In this historic period then, the struggle for democratic political rights was a necessity for the proletariat. The winn­ing of universal suffrage, the right to form combinations and the parliamentary struggle itself, were political manifestations of the class struggle and formed an inseparable corollary to the struggle and organisation of the unions. Unionism and parliamentarism were specific forms in which the necessity and possibility of reformist struggles in ascendant capitalism were expressed.

THE REVOLUTIONARY STRUGGLE


The struggle for reforms was only one aspect of the proletarian struggle in the nineteenth century. The working class is an exploited class and consequently no reform whatsoever can bring about its emancipation. The deepest expression of proletarian struggle lives and flourishes in its struggle for the destruction of exploitation and not in its struggles to ameliorate its exploitation. “An oppressed class is the vital condition for every society founded on the antagonisms of classes. The emancipation of the oppressed class thus implies necessarily the creation of a new society”, (Marx, The Poverty of Philosophy).

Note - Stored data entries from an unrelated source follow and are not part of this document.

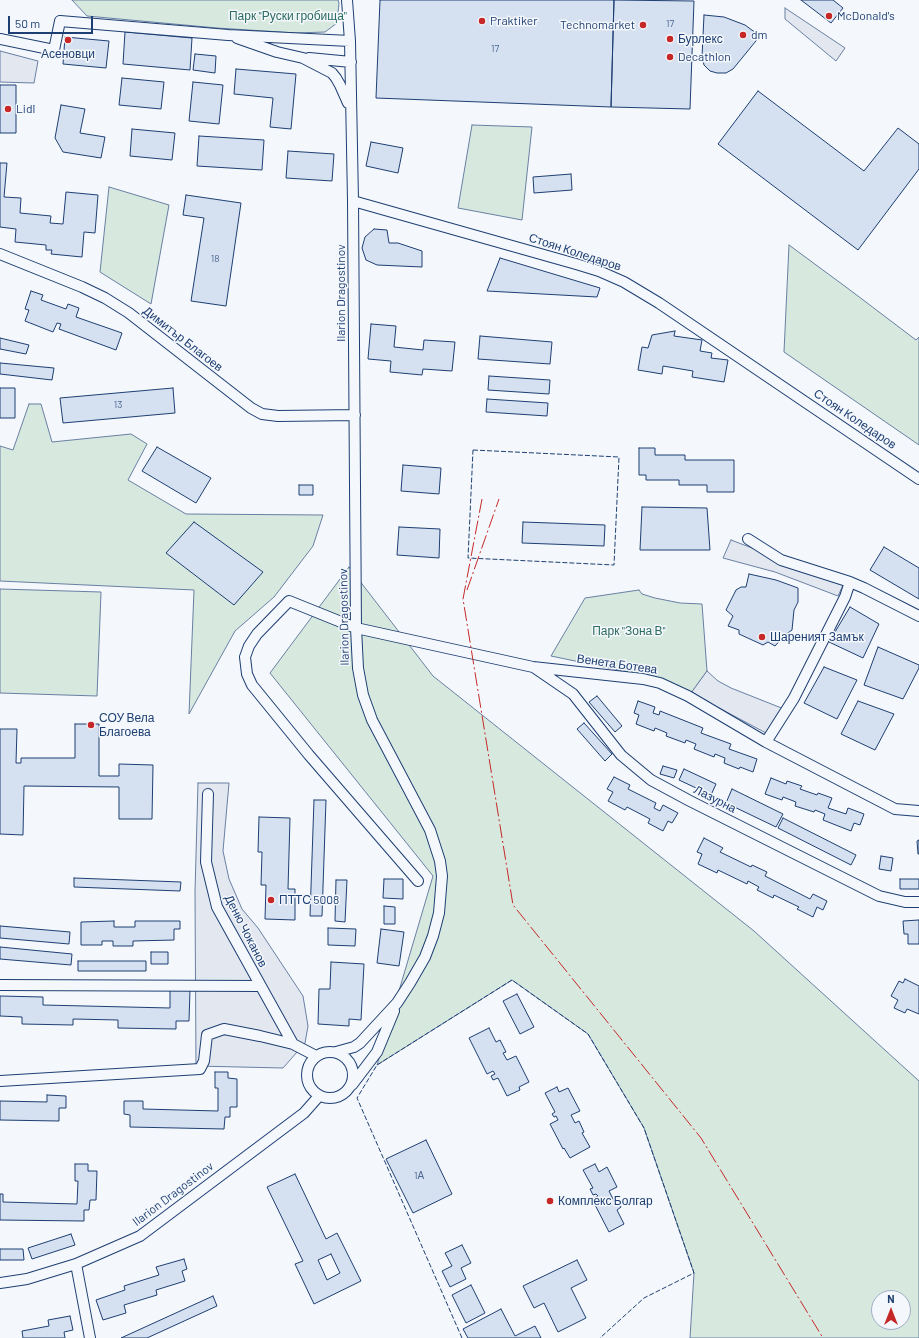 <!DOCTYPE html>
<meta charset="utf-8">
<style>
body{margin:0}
#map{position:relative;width:919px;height:1338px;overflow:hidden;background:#f4f7fb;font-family:Barlow,sans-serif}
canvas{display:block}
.north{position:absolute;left:871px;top:1290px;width:40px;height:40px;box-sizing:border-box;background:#f4f7fb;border:1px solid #9eadc5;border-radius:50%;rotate:0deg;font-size:11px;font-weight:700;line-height:16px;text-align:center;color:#1d3f73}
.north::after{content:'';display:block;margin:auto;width:14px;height:18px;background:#c62828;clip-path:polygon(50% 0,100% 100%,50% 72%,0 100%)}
.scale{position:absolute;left:8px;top:16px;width:85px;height:18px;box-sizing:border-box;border:2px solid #1d3f73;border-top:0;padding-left:5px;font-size:12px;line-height:14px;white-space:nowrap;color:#1d3f73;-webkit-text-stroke:3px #f4f7fb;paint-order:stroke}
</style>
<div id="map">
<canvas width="919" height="1338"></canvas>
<div class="north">N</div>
<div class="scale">50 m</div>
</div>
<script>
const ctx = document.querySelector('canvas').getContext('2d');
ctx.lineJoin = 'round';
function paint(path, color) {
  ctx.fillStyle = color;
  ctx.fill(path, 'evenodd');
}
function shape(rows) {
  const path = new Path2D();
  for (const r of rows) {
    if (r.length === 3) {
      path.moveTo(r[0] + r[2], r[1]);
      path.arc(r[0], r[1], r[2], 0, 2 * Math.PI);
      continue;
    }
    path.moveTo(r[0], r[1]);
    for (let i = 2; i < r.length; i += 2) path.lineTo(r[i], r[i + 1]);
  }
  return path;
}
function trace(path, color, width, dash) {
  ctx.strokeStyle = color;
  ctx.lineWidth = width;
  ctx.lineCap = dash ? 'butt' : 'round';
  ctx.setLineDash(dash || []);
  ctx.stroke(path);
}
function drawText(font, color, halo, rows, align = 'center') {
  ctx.font = font + ' Barlow,sans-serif';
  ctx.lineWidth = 3;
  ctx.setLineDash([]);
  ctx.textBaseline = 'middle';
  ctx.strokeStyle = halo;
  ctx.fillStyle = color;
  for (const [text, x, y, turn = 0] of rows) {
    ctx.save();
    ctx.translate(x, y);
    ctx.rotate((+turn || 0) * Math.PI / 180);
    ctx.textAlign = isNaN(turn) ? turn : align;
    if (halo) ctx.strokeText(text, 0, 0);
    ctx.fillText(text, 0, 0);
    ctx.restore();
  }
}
const green = shape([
 [72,0,338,0,339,3,337,23,325,32,296,33,217,28,87,16,72,0],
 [472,125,532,127,522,220,458,208,472,125],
 [109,187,169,205,151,304,100,272,109,187],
 [789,245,850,290,916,340,919,337,919,445,784,352,789,245],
 [29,404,41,404,52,442,131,434,147,444,128,480,186,514,323,515,313,546,274,597,235,631,189,714,194,590,0,581,0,446,13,450,29,404],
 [349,567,433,676,754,931,919,1081,919,1338,690,1338,694,1273,644,1128,588,1034,512,980,377,1065,433,876,270,673,349,567],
 [879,1298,903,1298,903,1322,879,1322,879,1298],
 [0,589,101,592,97,696,0,693,0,589],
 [639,590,642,594,655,598,680,603,702,604,707,671,691,693,657,678,551,656,585,598,639,590]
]);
paint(green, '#d7e8df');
trace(green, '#687fa3', 1);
const parking = shape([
 [785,8,845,48,836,61,785,19,785,8],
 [0,51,38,61,34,83,0,82,0,51],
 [731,540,844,583,838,596,775,572,723,558,731,540],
 [707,671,718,681,731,688,784,709,766,733,691,693,707,671],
 [198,783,229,783,223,851,229,879,242,909,258,928,303,996,308,1026,305,1043,283,1068,196,1066,195,892,198,783]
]);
paint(parking, '#e3e8f0');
trace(parking, '#687fa3', 1);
const building = shape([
 [380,0,614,0,611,107,376,98,380,0],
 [614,0,694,1,690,109,611,107,614,0],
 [801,0,833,0,843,8,831,23,801,0],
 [704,15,724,17,745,25,760,36,733,69,726,73,717,73,710,71,704,65,702,57,704,15],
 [125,32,192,38,190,70,123,64,125,32],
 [65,37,109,41,106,68,63,64,65,37],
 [195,54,216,56,215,73,193,70,195,54],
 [236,69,296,74,291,129,270,127,273,98,234,94,236,69],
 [122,78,164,82,161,109,119,105,122,78],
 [193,82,223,85,219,124,189,121,193,82],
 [0,85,16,85,16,133,0,133,0,85],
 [758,91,864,171,898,128,919,144,919,169,858,250,718,144,758,91],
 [61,105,85,109,80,133,105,137,101,158,63,152,55,138,61,105],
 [132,129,175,133,172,160,130,156,132,129],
 [199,136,264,140,262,170,197,166,199,136],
 [371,142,403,148,398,173,366,166,371,142],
 [288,151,334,154,332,181,286,178,288,151],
 [0,163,7,163,4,197,21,198,20,213,51,216,50,223,63,224,66,192,98,195,95,233,84,232,82,257,51,254,52,250,46,250,46,245,15,242,16,229,0,227,0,163],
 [571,174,572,190,534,193,533,177,571,174],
 [186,195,241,203,226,306,191,301,204,218,183,215,186,195],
 [374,229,387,230,389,243,398,243,422,251,422,267,377,265,366,260,362,248,365,237,374,229],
 [500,258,600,288,597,297,487,291,500,258],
 [31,291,43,295,41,300,66,309,68,304,79,308,76,317,122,333,116,350,59,329,61,324,57,323,53,332,25,321,29,310,25,309,31,291],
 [371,324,396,326,394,347,423,350,424,340,455,342,452,371,423,369,422,375,390,372,391,361,368,359,371,324],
 [675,331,674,336,702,340,700,351,712,353,711,358,728,360,724,382,692,377,693,371,663,366,662,374,638,370,642,347,648,348,652,335,675,331],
 [480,336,552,342,550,364,478,359,480,336],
 [0,338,29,345,26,354,0,349,0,338],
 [0,363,54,368,52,380,0,374,0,363],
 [489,376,550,380,549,394,488,390,489,376],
 [0,388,15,388,15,418,0,418,0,388],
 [173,388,175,413,63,423,60,398,173,388],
 [487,399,548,403,547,416,486,412,487,399],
 [157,447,211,478,196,503,142,471,157,447],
 [639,448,655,448,655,455,685,455,685,460,734,460,734,492,707,492,707,485,679,485,679,480,646,480,646,475,639,475,639,448],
 [403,465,441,468,439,494,401,491,403,465],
 [299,485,313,485,313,495,299,495,299,485],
 [642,507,707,508,710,550,640,550,642,507],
 [194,522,263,572,234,605,166,553,194,522],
 [523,522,605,525,604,546,522,543,523,522],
 [399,527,440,529,439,558,397,555,399,527],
 [884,547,919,568,919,599,870,570,884,547],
 [749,574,776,580,798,588,798,602,794,610,792,630,785,635,775,646,768,642,763,645,739,634,739,630,728,626,733,616,726,610,736,590,741,587,746,587,749,574],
 [850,607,879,624,863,658,829,642,850,607],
 [878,647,919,665,919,668,903,699,864,685,878,647],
 [824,667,857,680,837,719,804,703,824,667],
 [597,696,622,726,615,732,589,702,597,696],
 [638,701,655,707,653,713,659,715,660,711,703,728,701,733,731,744,729,749,757,759,753,772,740,767,739,769,724,763,725,758,715,754,714,757,694,749,696,744,686,740,685,743,666,736,667,733,655,728,654,731,636,724,639,715,634,713,638,701],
 [858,701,894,714,875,750,841,734,858,701],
 [584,723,612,754,605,761,577,729,584,723],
 [75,724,99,724,99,776,119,776,119,764,153,765,152,819,119,819,119,787,24,786,23,835,0,834,0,729,17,729,16,763,21,763,21,758,75,758,75,724],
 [663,766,677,770,674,778,660,774,663,766],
 [684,769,716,784,711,795,679,780,684,769],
 [614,777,630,785,628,789,656,803,654,808,660,811,663,805,678,813,672,823,668,821,663,831,648,823,650,819,627,807,625,810,608,801,613,792,607,789,614,777],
 [771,778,786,784,787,781,802,786,800,789,817,795,818,793,832,798,828,808,846,814,848,808,864,814,860,825,854,823,851,831,823,820,825,814,815,810,814,812,795,806,796,802,783,797,782,800,765,794,771,778],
 [732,789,783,814,776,827,726,803,732,789],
 [314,800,326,800,322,916,310,916,314,800],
 [259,817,290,818,288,889,295,889,295,920,265,919,266,885,261,885,262,852,258,852,259,817],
 [783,818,856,855,851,865,778,828,783,818],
 [704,838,723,848,720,852,751,867,752,865,767,872,765,876,810,899,813,894,827,901,823,910,817,907,813,917,797,909,799,907,774,895,773,898,757,890,759,887,748,881,747,884,718,870,717,873,698,864,702,854,697,852,704,838],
 [919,840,919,854,918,854,917,841,919,840],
 [881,856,893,858,891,871,879,869,881,856],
 [74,878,181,882,180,891,74,887,74,878],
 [384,879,403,879,403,899,383,898,384,879],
 [900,879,919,879,919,889,900,889,900,879],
 [336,880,347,880,345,922,335,921,336,880],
 [384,906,395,907,395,924,384,924,384,906],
 [919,920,919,944,908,944,908,934,904,934,903,921,919,920],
 [114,921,114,927,135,927,135,921,180,921,180,929,174,929,174,940,133,941,133,946,113,946,113,941,102,941,102,945,81,945,81,922,114,921],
 [0,926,70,932,69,944,0,938,0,926],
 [328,928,356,929,355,946,328,945,328,928],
 [381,929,404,932,399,966,377,963,381,929],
 [0,947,72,954,71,965,0,959,0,947],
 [151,952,168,952,168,964,151,964,151,952],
 [78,961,146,961,146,971,78,971,78,961],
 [331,962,364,964,361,1020,349,1019,349,1026,318,1024,319,989,330,989,331,962],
 [905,979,919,986,919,1014,907,1009,905,1013,894,1008,898,1000,891,996,899,981,903,983,905,979],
 [170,990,190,990,189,1021,176,1021,176,1029,118,1028,118,1020,73,1019,73,1025,22,1024,22,1017,0,1016,0,996,43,997,43,1005,170,1008,170,990],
 [517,994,534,1027,520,1034,503,1001,517,994],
 [489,1028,496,1042,500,1040,506,1052,503,1053,507,1060,516,1056,529,1082,519,1087,520,1090,507,1096,498,1078,493,1080,491,1076,495,1074,493,1071,487,1074,469,1038,489,1028],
 [215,1072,228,1072,228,1078,237,1079,237,1107,230,1107,230,1117,225,1117,224,1129,130,1127,130,1115,124,1114,124,1101,143,1101,143,1109,218,1111,218,1088,215,1088,215,1072],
 [557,1087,559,1092,568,1088,580,1111,571,1115,575,1123,579,1121,584,1132,582,1133,590,1147,570,1158,564,1148,563,1149,550,1124,558,1120,556,1116,554,1117,552,1114,555,1112,545,1093,557,1087],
 [47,1095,66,1096,66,1108,59,1108,59,1121,0,1120,0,1101,47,1102,47,1095],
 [426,1140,452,1194,413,1213,386,1159,426,1140],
 [75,1164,88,1164,88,1171,97,1171,96,1200,90,1200,89,1210,84,1210,84,1221,0,1220,0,1194,3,1194,3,1202,77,1204,78,1181,75,1181,75,1164],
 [595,1164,599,1172,607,1167,617,1187,609,1191,614,1201,617,1199,621,1207,617,1210,624,1224,609,1232,592,1199,598,1196,596,1194,593,1195,590,1189,593,1188,583,1170,595,1164],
 [295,1174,326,1239,337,1233,361,1281,314,1304,295,1264,303,1261,267,1187,295,1174],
 [331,1254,340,1273,327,1280,318,1260,331,1254],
 [71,1234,75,1245,32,1259,28,1248,71,1234],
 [462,1245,471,1263,461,1268,466,1279,450,1287,442,1271,452,1266,445,1253,462,1245],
 [0,1249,23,1249,24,1260,0,1260,0,1249],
 [184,1259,187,1269,182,1271,185,1281,156,1290,157,1295,124,1305,126,1313,103,1320,96,1300,125,1290,124,1286,159,1275,156,1267,184,1259],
 [577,1260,587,1280,571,1288,586,1318,558,1332,544,1303,534,1308,523,1286,577,1260],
 [471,1285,485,1313,466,1323,452,1295,471,1285],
 [213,1296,217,1306,147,1338,121,1338,213,1296],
 [501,1309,515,1336,535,1326,541,1338,468,1338,463,1329,501,1309],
 [70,1316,73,1330,64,1332,65,1338,23,1338,22,1331,49,1326,48,1320,70,1316]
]);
paint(building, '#d5e0f0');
trace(building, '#1d3f73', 1);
const minor = shape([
 [237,38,277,52,303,58,332,73,336,78,340,85,348,103],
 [0,39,54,50,60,21,228,35,350,41],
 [309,58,351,62],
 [353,201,576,264,599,271,624,282,659,303,919,479],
 [0,254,82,287,105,298,129,313,251,408,262,414,278,416,355,415],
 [748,539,781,560,850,582,864,588,919,616],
 [535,668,573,694,621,755,651,780,690,801,879,896,905,902,919,902],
 [766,742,794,698,845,597,850,582],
 [208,794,206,862,217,907,293,1044,316,1056],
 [418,881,309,755,252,685,247,674,245,657,249,646,257,634,289,601,356,628,533,667,643,679,660,683,688,696,766,742,895,809,919,811],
 [0,985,260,986],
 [330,1075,23],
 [336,1052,354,1047,360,1043,397,1003,410,983,425,957,433,936,439,913,442,876,440,861,430,830,372,720,363,695,358,668,356,628,353,201,350,41,347,0],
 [0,1081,200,1069,204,1061,207,1035,224,1029,260,1036,293,1044],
 [352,1085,377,1052,394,1011],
 [76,1264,90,1338],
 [0,1283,27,1279,76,1264,140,1236,304,1113,319,1096]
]);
trace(minor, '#1d3f73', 12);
trace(minor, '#f4f7fb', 10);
trace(shape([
 [473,450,619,457,614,565,468,558,473,450],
 [462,1338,357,1098,377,1065,512,980,588,1034,644,1128,694,1273,644,1298,600,1338]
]), '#1d3f73', 1, [5, 2]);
trace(shape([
 [482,499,463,599,513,905,701,1138,823,1338],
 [467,590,499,499]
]), '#c62828', 1, [14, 3, 2, 3]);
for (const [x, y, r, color] of [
 [829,16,4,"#c62828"],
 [482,21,4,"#c62828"],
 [643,25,4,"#c62828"],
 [743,35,4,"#c62828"],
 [670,39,4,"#c62828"],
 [68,40,4,"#c62828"],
 [670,57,4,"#c62828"],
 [8,109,4,"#c62828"],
 [762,637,4,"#c62828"],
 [91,725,4,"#c62828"],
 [271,900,4,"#c62828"],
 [550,1201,4,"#c62828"]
]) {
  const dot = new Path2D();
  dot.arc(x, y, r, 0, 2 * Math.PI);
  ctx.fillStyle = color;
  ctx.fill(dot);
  trace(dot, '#f4f7fb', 1.5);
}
drawText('10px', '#4b6792', null, [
 ["17",670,24],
 ["17",495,49],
 ["18",215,259],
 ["13",118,405],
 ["1А",419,1176]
]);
drawText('12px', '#2c6c60', '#f4f7fb', [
 ["Парк \"Руски гробища\"",288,16],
 ["Парк \"Зона В\"",629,631]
]);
drawText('12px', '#1d3f73', '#f4f7fb', [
 ["McDonald's",837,16],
 ["Praktiker",490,21],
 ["Technomarket",635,25,"right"],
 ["dm",751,35],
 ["Бурлекс",678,39],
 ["Асеновци",68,54,"center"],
 ["Decathlon",678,57],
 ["Lidl",16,109],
 ["Шареният Замък",770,637],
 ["СОУ Вела",99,718],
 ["Благоева",99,732],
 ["ПТТС 5008",279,900],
 ["Комплекс Болгар",558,1201]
], 'left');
drawText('12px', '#1d3f73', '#f4f7fb', [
 ["Стоян Коледаров",575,252,18],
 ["Ilarion Dragostinov",341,293,-90],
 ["Димитър Благоев",183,339,38],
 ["Стоян Коледаров",855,419,34],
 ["Ilarion Dragostinov",344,617,-91],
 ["Венета Ботева",617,664,8],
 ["Лазурна",715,799,27],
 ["Деню Чоканов",246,931,63],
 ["Ilarion Dragostinov",173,1194,-37]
]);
</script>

Also proletarian revolutionaries did not see in the struggle for reforms the authentic perspective for the working class, nor even the form of struggle which could act as the essential focus for its activity. Imprisoned within its own limitations, the struggle for reforms could only result in the defence of exploitation itself. It was no longer a step towards the definitive emancipation of the working class but a new noose hanging round its neck. As much as Marx defended the necessity for reformist struggles, he just as energetically denounced the reformist tendencies that were trying to imprison the working class within that struggle, who “saw in the struggle for wages, only the struggle for wages” and did not see it as a school of struggle where the class was forging the weapons for its ultimate emancipation. He coined the term ‘parliamentary cretinism’ to describe the tendency in the workers’ movement which tried to create illus­ions in the possibilities of parliamentary struggle and put all their energies in parliamentary activity.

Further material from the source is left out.